Extracted records:

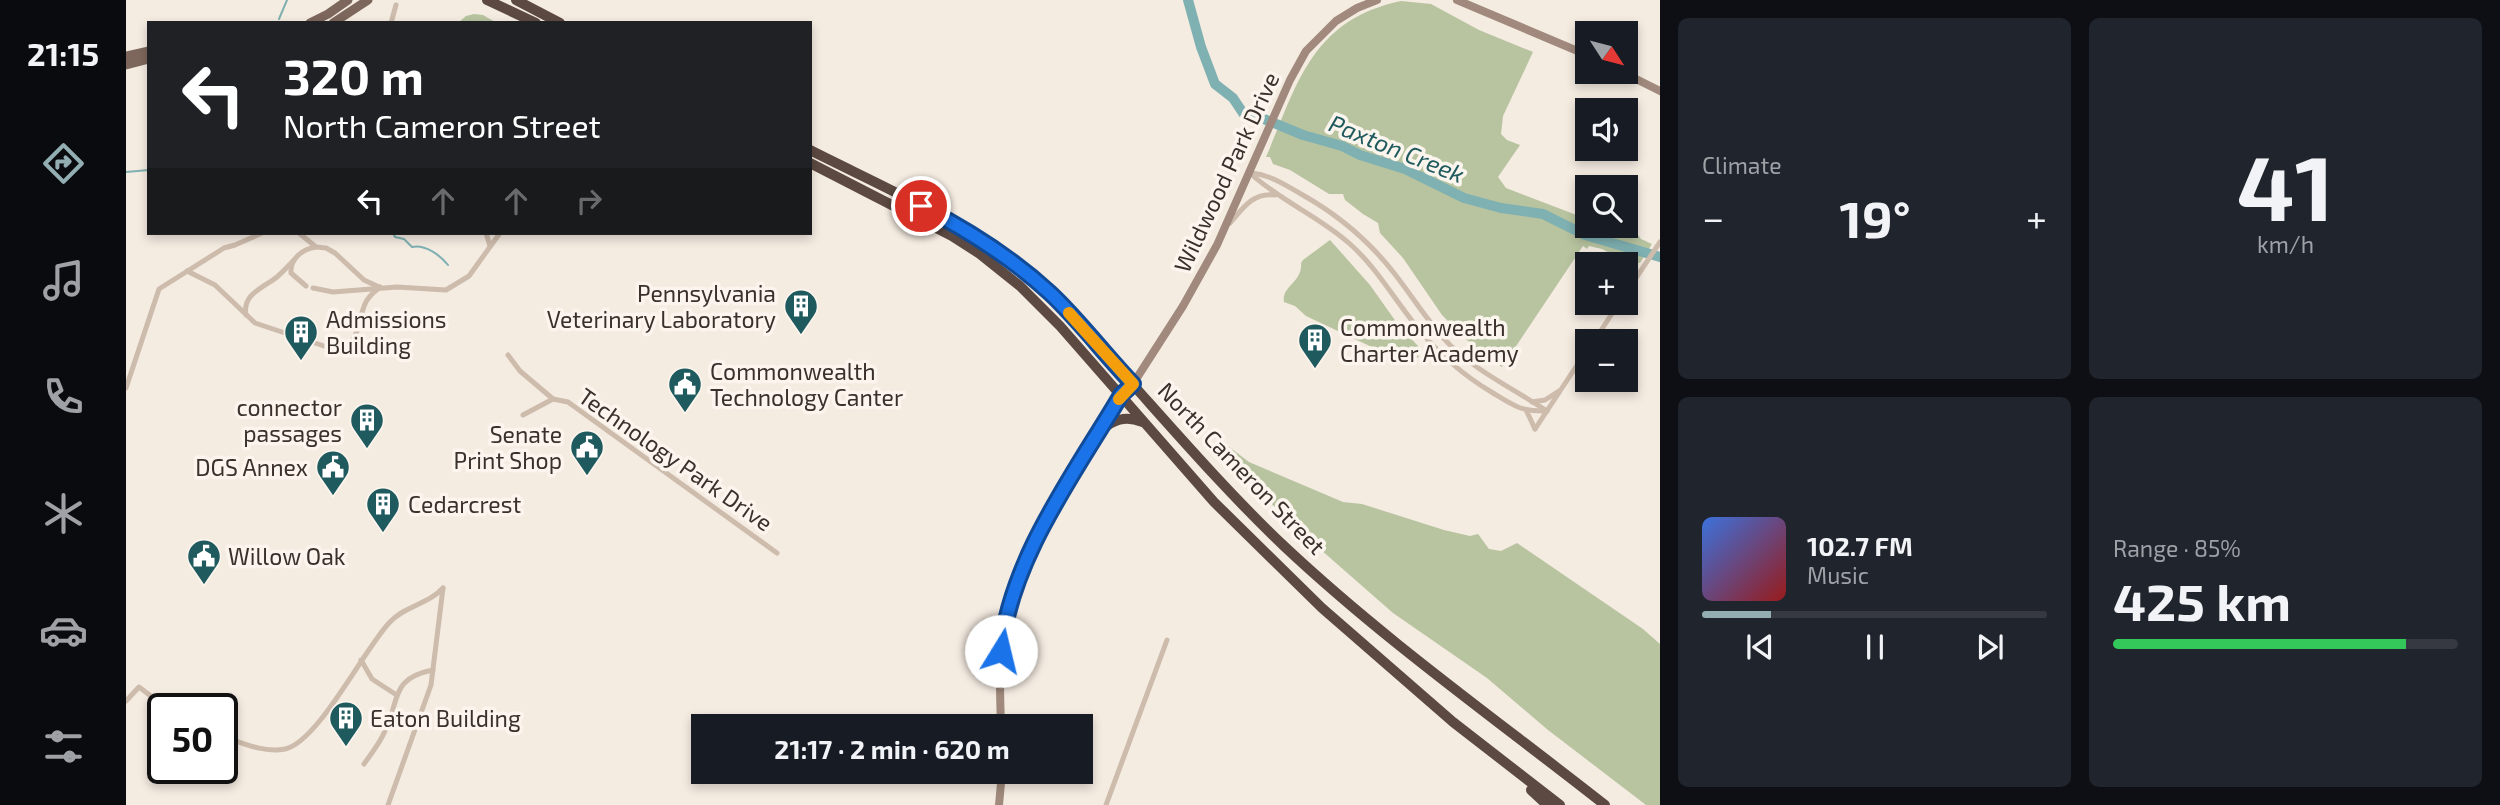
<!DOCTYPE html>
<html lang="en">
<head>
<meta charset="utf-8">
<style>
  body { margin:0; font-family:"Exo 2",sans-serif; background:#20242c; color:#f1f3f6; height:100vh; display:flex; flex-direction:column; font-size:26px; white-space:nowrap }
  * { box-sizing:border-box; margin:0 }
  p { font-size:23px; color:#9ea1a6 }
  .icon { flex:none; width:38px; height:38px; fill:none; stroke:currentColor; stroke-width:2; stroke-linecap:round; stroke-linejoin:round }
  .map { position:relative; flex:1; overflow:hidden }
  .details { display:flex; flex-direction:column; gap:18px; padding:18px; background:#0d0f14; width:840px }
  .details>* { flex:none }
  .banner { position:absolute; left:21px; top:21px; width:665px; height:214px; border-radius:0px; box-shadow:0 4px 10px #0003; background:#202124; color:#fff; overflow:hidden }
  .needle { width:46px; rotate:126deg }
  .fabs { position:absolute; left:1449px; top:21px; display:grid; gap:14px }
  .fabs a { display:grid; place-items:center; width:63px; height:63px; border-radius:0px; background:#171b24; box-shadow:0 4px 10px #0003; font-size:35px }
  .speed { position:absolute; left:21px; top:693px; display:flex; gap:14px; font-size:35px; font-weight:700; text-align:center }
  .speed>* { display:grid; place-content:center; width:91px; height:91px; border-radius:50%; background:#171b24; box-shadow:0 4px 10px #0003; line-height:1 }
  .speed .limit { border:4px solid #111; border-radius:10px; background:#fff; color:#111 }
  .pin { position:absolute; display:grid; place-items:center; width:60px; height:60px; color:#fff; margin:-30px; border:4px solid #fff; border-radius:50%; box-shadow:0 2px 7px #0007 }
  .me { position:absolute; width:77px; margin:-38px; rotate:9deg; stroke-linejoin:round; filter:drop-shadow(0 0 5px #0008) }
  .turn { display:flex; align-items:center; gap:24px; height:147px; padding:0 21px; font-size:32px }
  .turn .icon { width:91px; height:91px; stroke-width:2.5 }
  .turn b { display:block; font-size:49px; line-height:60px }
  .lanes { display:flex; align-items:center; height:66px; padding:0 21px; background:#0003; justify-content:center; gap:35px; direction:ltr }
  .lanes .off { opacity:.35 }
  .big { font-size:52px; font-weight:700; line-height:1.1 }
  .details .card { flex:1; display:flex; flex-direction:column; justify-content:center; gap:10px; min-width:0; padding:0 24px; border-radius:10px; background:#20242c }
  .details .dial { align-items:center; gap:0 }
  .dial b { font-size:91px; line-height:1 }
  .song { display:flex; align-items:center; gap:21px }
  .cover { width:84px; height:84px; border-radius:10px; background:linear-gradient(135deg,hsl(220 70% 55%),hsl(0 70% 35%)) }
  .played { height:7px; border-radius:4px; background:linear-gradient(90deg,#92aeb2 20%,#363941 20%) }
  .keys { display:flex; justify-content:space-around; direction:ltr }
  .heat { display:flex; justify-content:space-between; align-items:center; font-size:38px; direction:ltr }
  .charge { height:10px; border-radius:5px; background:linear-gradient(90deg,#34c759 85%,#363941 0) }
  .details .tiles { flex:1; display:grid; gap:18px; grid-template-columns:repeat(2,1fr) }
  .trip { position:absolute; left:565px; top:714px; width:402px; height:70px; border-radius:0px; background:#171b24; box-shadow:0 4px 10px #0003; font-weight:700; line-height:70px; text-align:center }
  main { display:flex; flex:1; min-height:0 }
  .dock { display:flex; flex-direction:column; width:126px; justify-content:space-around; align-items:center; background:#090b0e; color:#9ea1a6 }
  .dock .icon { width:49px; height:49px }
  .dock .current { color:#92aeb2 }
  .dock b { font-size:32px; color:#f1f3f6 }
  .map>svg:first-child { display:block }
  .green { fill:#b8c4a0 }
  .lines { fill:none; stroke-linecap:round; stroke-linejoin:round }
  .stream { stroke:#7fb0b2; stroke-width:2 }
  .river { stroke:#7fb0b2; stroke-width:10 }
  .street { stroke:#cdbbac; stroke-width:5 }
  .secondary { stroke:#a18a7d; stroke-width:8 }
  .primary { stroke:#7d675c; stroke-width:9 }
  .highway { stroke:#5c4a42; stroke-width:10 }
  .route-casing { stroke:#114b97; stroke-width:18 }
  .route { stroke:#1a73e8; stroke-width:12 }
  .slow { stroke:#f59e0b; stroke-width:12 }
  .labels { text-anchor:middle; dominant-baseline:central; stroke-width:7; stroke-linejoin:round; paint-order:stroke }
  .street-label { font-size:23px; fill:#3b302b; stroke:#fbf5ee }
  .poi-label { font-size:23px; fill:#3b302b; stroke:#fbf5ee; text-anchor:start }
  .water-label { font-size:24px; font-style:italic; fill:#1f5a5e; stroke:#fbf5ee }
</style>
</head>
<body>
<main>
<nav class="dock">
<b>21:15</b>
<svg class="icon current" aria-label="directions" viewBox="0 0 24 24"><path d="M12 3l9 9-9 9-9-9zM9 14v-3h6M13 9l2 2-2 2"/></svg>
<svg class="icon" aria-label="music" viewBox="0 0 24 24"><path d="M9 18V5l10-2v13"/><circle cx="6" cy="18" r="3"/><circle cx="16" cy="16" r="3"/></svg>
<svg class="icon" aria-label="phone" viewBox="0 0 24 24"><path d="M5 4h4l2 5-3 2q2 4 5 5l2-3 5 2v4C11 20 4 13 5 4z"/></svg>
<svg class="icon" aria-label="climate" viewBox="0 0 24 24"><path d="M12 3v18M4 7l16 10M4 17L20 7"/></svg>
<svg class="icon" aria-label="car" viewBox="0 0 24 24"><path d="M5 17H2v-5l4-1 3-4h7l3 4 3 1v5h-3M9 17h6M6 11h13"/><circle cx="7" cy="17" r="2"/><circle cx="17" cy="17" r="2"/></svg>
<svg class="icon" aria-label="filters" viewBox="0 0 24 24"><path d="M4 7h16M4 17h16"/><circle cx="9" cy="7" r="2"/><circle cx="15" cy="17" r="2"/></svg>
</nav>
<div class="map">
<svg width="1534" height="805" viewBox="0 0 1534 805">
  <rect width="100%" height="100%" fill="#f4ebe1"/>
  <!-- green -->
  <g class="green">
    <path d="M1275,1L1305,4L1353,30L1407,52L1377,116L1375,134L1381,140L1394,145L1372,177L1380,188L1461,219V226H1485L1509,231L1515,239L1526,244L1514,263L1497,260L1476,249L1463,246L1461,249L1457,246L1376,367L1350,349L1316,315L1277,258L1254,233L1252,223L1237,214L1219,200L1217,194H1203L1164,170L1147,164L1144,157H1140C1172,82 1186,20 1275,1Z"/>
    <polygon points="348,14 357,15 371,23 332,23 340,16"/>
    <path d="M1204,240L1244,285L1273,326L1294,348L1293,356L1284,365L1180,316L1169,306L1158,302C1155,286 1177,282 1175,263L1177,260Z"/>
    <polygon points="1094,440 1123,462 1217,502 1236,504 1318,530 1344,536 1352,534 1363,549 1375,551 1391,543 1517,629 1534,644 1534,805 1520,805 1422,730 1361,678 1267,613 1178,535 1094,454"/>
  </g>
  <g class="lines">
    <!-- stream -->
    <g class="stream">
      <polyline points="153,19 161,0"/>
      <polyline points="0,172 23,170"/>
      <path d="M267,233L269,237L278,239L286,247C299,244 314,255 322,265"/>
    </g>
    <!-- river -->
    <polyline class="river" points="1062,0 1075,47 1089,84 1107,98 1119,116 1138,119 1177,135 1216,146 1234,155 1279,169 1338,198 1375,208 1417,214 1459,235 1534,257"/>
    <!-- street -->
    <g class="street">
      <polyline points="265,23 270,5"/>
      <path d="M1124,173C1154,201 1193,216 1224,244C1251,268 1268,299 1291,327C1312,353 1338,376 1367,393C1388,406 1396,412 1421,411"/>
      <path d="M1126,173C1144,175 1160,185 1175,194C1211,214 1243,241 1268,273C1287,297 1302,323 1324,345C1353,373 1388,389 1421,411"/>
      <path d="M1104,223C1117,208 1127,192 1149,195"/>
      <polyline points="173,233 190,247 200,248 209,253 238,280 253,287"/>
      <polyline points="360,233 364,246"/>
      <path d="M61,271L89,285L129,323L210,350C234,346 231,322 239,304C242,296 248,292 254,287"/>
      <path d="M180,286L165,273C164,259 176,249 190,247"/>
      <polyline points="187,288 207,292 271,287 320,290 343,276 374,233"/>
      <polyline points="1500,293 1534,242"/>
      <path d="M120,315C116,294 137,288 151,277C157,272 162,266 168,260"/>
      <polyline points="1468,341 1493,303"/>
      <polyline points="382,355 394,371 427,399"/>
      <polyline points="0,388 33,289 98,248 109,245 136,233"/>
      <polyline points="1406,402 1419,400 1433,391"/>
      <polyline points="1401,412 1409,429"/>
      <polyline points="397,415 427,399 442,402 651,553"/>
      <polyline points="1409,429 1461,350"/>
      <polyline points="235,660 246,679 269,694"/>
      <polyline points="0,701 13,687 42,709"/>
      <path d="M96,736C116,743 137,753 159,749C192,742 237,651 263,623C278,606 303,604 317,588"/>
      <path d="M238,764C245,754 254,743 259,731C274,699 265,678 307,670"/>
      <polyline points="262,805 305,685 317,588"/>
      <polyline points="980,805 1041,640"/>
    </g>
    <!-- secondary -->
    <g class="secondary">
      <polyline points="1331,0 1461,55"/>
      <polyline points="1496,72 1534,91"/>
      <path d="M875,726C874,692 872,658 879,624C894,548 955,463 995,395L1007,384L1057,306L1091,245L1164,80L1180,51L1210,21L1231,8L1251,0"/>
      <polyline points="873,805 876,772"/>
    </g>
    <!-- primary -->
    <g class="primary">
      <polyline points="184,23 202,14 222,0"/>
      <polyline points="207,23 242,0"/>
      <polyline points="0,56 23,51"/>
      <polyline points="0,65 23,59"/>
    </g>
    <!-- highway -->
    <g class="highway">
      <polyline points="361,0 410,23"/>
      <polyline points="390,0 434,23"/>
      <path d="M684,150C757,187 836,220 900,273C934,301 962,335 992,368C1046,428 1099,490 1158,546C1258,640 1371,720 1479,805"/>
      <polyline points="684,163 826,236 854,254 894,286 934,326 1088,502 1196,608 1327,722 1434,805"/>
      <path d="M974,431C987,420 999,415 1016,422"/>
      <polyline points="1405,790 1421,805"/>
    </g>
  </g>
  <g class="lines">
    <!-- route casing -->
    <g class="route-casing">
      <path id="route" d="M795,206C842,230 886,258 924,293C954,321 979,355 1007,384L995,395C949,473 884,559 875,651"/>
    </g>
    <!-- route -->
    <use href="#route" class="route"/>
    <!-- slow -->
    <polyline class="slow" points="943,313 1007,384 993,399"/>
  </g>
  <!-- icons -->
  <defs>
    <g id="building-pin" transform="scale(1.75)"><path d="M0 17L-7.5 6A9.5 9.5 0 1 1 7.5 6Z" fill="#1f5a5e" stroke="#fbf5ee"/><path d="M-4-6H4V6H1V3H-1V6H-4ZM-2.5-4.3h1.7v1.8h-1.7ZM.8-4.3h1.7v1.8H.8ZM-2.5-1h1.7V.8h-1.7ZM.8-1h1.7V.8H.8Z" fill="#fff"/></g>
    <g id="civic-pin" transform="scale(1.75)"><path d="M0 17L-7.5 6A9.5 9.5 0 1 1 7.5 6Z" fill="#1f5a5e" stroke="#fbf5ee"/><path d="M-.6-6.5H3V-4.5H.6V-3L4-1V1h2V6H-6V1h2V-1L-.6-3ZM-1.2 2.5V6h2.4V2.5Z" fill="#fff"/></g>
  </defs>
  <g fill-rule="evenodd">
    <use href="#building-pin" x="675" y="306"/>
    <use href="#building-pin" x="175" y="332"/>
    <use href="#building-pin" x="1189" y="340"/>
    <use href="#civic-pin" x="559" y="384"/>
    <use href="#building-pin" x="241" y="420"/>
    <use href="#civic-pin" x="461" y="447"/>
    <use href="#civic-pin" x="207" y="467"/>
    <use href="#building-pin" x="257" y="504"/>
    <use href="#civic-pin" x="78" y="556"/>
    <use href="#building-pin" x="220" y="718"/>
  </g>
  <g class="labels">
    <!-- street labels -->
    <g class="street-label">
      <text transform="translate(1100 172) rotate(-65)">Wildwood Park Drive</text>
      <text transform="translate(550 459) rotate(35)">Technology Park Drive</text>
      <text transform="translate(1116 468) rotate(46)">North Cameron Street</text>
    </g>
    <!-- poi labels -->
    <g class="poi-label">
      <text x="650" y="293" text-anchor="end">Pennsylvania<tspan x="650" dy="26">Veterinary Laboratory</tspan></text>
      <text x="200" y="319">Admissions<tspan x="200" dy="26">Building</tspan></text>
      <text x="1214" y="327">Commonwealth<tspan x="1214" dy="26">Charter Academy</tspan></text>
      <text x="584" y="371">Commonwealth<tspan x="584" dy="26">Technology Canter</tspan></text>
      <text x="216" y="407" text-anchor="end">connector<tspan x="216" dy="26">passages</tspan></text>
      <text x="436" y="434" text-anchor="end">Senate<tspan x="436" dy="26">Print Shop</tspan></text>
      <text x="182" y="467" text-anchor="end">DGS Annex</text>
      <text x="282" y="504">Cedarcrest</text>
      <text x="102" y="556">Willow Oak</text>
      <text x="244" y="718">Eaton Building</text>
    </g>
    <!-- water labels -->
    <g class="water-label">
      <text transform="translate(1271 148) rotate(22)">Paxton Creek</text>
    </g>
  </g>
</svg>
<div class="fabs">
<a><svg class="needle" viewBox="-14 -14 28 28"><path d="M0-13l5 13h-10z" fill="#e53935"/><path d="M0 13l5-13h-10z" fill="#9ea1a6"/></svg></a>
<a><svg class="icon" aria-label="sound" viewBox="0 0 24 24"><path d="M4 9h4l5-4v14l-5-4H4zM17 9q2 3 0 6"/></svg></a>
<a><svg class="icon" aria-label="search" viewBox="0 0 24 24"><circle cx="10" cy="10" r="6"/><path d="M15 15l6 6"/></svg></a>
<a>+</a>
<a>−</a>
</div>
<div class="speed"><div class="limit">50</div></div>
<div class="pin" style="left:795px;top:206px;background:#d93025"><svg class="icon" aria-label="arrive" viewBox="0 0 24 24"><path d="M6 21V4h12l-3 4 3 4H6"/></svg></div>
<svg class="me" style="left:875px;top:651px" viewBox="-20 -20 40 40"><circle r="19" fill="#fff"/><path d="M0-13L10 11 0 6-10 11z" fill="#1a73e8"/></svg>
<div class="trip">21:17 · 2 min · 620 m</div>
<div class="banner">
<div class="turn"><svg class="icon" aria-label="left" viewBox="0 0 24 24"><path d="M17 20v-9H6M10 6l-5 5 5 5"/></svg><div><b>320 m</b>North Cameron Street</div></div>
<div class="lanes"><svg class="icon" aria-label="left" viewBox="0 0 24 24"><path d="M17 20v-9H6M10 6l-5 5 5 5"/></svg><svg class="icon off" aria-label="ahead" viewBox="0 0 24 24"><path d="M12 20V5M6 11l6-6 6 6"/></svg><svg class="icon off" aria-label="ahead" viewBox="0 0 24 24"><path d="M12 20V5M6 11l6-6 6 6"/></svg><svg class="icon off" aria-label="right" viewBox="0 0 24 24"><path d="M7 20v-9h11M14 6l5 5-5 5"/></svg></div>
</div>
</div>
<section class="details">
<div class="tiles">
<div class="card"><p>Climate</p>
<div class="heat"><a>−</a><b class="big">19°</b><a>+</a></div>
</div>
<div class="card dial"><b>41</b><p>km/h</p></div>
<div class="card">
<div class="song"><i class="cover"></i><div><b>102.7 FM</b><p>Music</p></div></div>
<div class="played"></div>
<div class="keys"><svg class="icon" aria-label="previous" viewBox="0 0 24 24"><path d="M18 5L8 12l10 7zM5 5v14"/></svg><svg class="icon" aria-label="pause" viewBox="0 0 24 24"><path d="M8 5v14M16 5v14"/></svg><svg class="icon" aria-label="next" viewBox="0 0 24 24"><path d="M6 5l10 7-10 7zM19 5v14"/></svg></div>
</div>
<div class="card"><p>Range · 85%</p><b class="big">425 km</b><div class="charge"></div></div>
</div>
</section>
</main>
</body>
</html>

**What the task asks**
Only the number is wanted: how many lines of the data contain the word "played"?

**Task answer**
2